Oneohtrix Point Never, Replica

Andy Battaglia

By Andy Battaglia

on 11.08.11 in Reviews


Oneohtrix Point Never
Zoning out and tuning in at the same time

Oneohtrix Point Never has assumed an important place in the sound and theory obsessed underground with music that consumes as it compels and a unique ability to articulate his vision as something more than just a simple accumulation of “vibes.” So it goes with Replica, a mindful album that zones out and tunes in at the same time. Though he made his name with drifting, drafting synthesizer meditations reminiscent of ’70s kosmiche acts like Tangerine Dream, Oneohtrix Point Never shifts into more cut-up forms on Replica.

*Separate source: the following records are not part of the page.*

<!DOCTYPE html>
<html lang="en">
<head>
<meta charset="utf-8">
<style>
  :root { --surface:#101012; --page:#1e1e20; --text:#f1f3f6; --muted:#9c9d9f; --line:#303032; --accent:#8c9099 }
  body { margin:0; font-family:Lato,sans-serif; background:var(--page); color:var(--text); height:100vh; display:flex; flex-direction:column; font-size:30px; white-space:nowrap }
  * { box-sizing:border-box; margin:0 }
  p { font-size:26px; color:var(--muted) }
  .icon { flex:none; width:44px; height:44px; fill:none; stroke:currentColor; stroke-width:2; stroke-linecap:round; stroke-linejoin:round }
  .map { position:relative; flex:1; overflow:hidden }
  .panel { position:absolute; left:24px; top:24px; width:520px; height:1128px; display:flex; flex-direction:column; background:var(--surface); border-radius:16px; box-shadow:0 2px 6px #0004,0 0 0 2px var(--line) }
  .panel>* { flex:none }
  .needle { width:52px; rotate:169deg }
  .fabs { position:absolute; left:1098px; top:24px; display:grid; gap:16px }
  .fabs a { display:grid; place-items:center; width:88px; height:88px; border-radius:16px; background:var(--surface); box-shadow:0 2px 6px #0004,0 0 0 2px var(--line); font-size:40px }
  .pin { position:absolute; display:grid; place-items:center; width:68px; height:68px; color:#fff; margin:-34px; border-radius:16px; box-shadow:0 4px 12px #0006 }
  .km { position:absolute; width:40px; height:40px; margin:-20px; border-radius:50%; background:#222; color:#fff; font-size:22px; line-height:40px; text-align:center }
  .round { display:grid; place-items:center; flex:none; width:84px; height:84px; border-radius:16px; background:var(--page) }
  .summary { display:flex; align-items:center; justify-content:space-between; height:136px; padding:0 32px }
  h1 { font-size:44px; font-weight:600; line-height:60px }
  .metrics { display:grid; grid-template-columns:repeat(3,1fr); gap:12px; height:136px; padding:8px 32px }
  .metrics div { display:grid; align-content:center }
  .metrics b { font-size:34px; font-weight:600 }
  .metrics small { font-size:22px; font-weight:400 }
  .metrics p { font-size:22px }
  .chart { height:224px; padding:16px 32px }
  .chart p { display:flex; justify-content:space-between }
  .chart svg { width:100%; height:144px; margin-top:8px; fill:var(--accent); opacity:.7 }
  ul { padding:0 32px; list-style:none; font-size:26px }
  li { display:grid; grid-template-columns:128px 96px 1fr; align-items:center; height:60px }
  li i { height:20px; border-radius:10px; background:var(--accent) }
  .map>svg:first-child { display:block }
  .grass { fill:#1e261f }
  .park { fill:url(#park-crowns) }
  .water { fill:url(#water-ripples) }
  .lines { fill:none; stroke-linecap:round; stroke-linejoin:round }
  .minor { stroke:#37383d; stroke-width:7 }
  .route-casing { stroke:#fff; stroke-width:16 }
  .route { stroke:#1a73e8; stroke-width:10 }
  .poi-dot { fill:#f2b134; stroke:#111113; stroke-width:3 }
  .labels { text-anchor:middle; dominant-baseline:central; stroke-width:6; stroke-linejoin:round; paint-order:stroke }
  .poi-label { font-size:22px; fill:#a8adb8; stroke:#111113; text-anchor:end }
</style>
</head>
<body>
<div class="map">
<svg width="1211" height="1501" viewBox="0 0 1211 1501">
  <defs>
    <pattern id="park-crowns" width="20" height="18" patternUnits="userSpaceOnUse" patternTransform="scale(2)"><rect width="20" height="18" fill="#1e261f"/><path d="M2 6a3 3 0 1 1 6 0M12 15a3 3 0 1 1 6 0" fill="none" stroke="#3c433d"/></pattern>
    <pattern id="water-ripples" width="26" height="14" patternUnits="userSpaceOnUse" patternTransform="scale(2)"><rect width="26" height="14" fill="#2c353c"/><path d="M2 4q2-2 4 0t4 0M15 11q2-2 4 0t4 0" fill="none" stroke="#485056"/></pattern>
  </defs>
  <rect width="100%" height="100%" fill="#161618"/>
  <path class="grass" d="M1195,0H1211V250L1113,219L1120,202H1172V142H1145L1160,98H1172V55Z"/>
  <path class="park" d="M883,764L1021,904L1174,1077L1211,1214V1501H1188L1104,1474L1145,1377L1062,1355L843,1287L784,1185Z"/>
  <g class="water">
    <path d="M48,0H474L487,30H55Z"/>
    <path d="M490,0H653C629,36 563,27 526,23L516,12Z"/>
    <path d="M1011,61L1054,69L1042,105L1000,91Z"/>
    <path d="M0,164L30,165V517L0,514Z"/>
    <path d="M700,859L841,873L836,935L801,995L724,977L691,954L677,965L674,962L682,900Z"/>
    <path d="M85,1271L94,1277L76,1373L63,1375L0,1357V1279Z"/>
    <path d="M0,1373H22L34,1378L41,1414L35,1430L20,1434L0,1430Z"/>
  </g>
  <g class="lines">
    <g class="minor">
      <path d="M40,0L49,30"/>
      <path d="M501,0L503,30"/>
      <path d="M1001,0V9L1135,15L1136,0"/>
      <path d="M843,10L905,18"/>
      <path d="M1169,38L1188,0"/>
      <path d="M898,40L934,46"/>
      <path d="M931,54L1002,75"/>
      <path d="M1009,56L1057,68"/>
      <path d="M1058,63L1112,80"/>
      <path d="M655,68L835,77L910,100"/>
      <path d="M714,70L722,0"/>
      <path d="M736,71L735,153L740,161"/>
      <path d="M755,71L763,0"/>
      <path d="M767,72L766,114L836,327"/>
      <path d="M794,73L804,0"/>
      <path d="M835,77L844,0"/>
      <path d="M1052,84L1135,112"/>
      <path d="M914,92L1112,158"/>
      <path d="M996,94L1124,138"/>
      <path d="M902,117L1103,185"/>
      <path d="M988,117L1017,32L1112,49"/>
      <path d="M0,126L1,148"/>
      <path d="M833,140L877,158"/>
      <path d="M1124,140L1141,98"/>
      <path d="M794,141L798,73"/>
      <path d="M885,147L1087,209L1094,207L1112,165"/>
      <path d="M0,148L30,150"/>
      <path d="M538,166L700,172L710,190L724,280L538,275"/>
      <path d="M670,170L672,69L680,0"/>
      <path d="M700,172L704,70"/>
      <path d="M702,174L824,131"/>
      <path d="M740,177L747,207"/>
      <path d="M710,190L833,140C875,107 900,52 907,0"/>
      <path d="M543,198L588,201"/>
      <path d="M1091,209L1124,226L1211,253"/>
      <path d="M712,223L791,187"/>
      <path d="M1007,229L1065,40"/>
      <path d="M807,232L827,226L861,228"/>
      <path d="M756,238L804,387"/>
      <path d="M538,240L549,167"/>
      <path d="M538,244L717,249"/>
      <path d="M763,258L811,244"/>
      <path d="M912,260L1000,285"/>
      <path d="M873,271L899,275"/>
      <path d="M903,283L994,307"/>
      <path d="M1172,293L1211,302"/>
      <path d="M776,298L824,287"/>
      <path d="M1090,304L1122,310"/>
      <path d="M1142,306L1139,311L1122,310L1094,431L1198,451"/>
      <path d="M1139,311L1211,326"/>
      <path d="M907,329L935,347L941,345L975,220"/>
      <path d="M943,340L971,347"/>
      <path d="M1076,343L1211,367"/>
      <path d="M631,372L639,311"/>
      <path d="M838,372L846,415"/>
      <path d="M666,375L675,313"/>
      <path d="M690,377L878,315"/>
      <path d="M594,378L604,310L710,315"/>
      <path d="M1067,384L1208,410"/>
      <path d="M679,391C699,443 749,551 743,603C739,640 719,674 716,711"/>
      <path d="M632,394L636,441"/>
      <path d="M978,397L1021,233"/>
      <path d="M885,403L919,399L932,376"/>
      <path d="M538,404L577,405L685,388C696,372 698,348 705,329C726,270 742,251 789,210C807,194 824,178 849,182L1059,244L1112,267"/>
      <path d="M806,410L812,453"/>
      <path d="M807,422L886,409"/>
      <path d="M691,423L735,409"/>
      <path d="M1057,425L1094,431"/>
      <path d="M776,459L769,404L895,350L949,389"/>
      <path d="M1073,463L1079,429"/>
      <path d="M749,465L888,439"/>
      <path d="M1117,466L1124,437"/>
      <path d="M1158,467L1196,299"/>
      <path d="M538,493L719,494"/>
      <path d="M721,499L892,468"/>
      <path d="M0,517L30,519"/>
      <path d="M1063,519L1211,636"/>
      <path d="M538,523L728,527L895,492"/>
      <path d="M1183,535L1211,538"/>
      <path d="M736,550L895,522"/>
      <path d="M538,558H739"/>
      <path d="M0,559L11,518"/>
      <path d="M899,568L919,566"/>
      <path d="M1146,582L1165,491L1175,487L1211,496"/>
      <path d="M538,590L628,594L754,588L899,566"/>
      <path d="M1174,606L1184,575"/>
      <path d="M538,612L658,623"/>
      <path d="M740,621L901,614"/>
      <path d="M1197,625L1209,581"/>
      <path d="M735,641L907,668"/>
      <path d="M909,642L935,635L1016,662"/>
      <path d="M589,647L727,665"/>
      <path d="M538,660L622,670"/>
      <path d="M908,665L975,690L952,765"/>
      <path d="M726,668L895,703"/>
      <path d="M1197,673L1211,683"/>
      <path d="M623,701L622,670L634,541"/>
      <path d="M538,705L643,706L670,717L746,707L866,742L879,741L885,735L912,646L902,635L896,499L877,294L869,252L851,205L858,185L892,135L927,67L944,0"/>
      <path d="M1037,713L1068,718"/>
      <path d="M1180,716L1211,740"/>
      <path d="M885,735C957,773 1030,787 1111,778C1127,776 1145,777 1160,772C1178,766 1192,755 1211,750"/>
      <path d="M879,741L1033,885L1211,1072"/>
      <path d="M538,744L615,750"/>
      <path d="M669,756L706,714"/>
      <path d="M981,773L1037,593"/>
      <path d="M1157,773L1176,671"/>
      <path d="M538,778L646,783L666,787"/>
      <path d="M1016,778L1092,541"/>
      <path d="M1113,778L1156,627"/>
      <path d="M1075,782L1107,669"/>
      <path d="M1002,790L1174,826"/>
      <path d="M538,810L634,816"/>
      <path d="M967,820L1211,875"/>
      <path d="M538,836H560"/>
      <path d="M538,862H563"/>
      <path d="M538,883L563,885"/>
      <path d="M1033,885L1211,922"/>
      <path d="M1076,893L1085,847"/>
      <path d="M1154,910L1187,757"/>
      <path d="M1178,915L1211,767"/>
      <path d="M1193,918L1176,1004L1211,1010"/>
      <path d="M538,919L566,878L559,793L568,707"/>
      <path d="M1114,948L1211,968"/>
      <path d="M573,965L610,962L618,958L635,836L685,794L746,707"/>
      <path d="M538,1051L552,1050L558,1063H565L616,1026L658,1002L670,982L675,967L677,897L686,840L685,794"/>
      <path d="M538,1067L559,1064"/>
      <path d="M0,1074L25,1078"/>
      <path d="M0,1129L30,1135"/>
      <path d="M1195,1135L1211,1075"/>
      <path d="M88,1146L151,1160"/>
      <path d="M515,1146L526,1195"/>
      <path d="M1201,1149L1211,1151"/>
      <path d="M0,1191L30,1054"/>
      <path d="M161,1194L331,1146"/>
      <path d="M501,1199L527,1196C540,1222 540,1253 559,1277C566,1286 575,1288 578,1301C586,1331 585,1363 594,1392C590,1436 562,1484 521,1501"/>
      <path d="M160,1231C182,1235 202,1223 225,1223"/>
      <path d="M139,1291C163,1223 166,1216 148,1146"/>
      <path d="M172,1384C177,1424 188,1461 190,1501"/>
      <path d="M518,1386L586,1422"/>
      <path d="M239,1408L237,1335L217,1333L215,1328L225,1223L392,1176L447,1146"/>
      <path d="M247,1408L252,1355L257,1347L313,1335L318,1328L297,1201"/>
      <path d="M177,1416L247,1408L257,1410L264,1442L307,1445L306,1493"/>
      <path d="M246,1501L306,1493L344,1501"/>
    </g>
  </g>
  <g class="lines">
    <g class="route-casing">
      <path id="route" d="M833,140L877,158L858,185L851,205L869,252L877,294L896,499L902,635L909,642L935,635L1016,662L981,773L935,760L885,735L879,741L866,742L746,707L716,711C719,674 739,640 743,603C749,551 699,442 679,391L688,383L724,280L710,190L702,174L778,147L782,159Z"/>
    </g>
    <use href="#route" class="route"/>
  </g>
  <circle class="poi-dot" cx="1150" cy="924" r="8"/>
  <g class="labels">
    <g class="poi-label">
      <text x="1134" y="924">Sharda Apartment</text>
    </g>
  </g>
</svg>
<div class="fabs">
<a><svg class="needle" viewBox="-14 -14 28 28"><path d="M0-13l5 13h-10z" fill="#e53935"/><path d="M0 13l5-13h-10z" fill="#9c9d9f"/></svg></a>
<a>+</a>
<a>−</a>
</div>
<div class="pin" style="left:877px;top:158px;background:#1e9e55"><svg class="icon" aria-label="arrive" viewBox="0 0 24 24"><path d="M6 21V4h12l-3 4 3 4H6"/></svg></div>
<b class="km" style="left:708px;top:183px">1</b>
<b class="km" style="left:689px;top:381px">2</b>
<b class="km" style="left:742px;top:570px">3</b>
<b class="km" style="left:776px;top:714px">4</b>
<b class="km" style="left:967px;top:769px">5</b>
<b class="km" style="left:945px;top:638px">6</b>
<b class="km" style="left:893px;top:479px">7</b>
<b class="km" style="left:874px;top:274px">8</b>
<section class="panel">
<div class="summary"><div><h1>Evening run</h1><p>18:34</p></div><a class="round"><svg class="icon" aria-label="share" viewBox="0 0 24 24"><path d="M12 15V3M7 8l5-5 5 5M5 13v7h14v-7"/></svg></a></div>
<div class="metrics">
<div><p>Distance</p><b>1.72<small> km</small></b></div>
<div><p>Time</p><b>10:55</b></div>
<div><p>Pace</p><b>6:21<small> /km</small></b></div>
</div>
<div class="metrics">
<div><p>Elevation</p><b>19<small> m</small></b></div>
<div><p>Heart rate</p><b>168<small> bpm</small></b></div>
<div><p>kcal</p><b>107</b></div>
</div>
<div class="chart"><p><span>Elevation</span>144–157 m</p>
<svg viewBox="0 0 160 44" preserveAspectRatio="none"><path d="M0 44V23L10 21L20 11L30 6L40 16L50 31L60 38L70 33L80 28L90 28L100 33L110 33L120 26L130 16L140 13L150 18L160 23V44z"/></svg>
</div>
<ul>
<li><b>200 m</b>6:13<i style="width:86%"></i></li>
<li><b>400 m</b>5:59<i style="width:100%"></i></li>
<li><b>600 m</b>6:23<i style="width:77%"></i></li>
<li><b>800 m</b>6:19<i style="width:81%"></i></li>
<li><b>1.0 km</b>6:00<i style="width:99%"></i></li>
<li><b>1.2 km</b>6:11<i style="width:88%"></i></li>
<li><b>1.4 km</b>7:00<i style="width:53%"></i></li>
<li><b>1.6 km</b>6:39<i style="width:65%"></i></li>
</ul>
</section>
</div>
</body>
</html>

Part of the style started to coalesce on his 2010 breakthrough Returnal, but the material here pushes harder and farther into a realm where abstraction and clarity mesh. “Andro” starts off more or less recognizably, with seething synth tones and a portentous sense of atmosphere, but a signal gets sent when the track swerves, all of the sudden, into an unexpected fit of rhythm near the end. “Power of Persuasion” takes the next step by introducing as an aural plaything the sound of a traditional piano, which proves surprisingly prevalent on the album throughout. The rest of the template sets when sampled bits of voice — or, more accurately, weird incidental sounds made by a mouth on its way to speaking — wander in during “Sleep Dealer.” It’s a strange mix of subject matter, to be sure. But it gathers into shapes that manage to approximate actual songs, with memorable parts and melodies that linger, while doubling down as experimental ambient soundscapes.